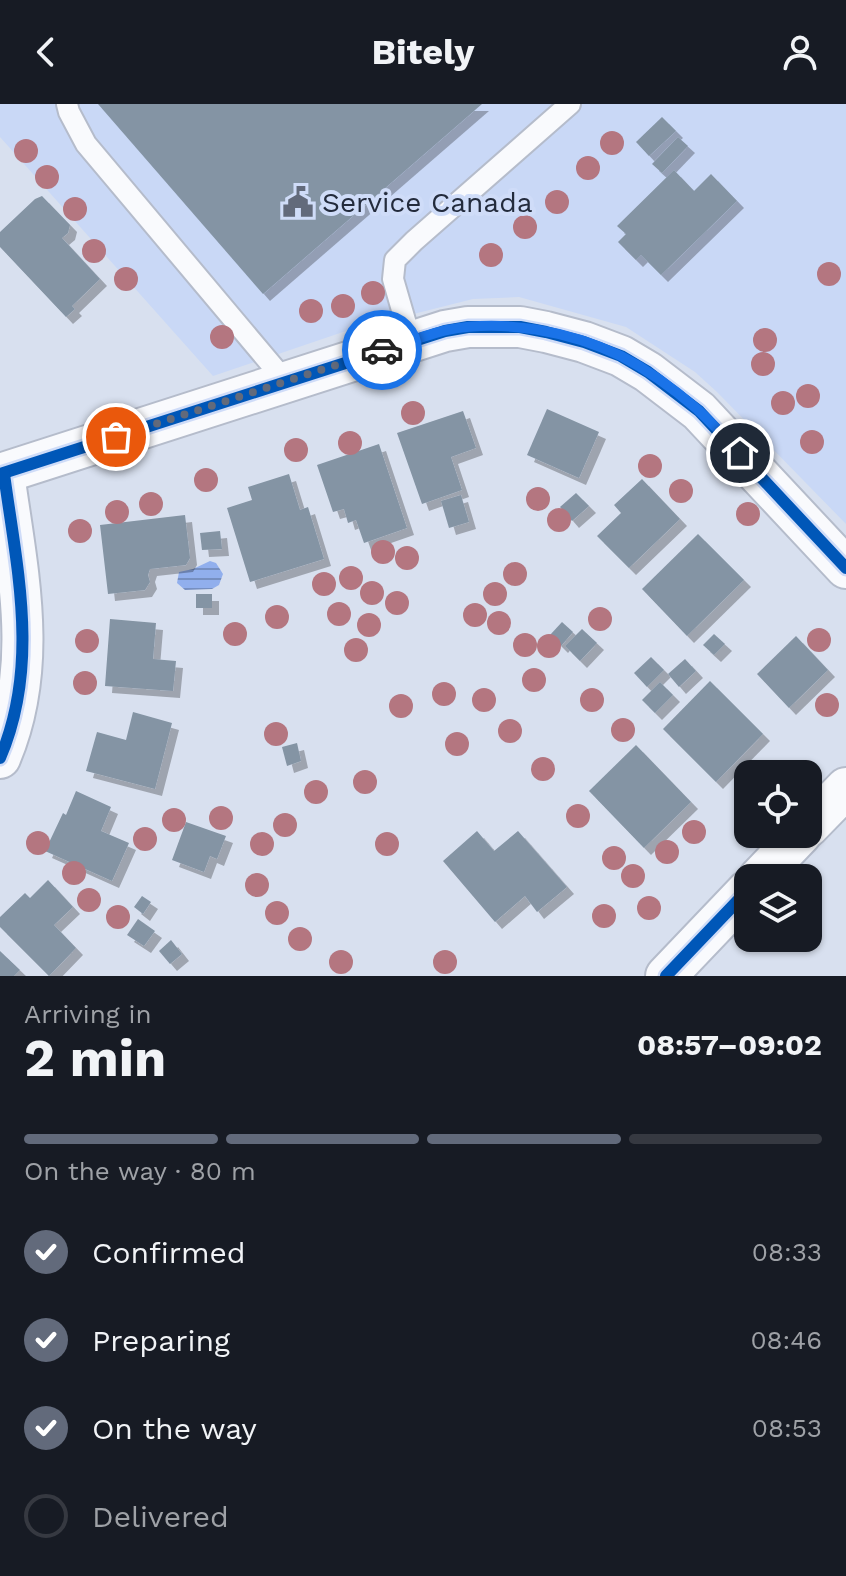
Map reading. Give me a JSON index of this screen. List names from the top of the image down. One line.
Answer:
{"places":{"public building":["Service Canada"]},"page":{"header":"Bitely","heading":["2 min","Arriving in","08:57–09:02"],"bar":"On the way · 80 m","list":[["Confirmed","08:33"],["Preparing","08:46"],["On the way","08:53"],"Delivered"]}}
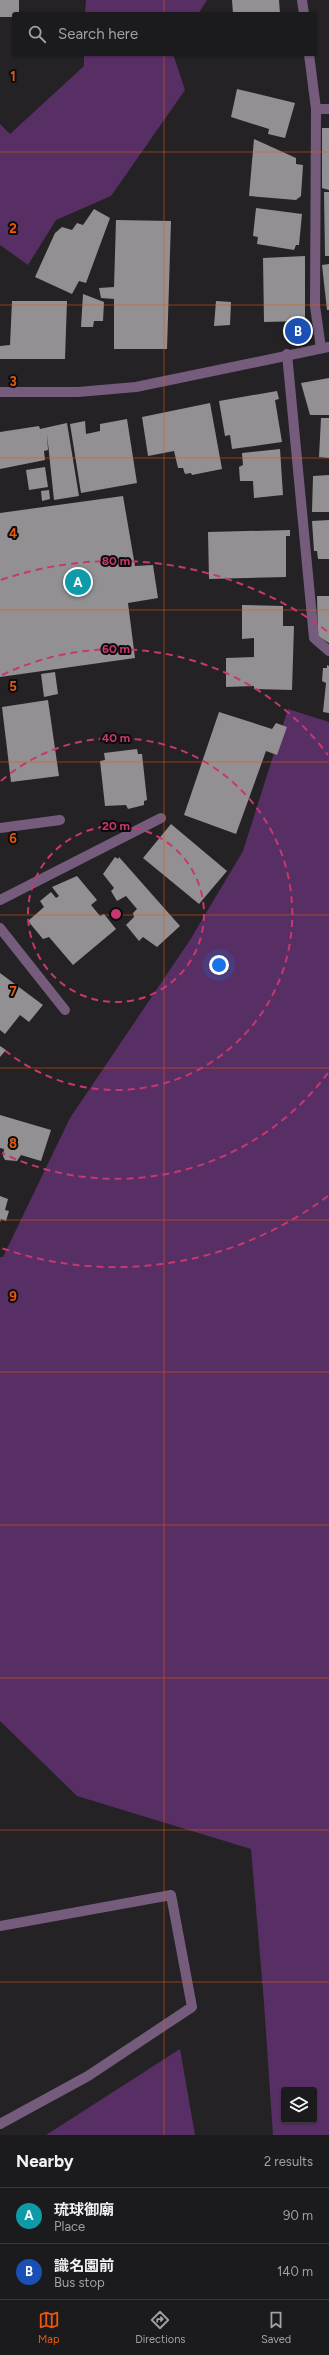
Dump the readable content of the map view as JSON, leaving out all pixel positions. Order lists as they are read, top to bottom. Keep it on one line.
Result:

* **PROBLEM TO WORK ON**
Your task is to retype the records above in full and exactly, omitting the pictures.

* **EXPECTED OUTPUT**
Map reading. Give me a JSON index of this screen. List names from the top of the image down. One line.
Answer:
{"places":{"public building":["Service Canada"]},"page":{"header":"Bitely","heading":["2 min","Arriving in","08:57–09:02"],"bar":"On the way · 80 m","list":[["Confirmed","08:33"],["Preparing","08:46"],["On the way","08:53"],"Delivered"]}}
Dump the readable content of the map view as JSON, leaving out all pixel positions. Order lists as they are read, top to bottom. Keep it on one line.
Result:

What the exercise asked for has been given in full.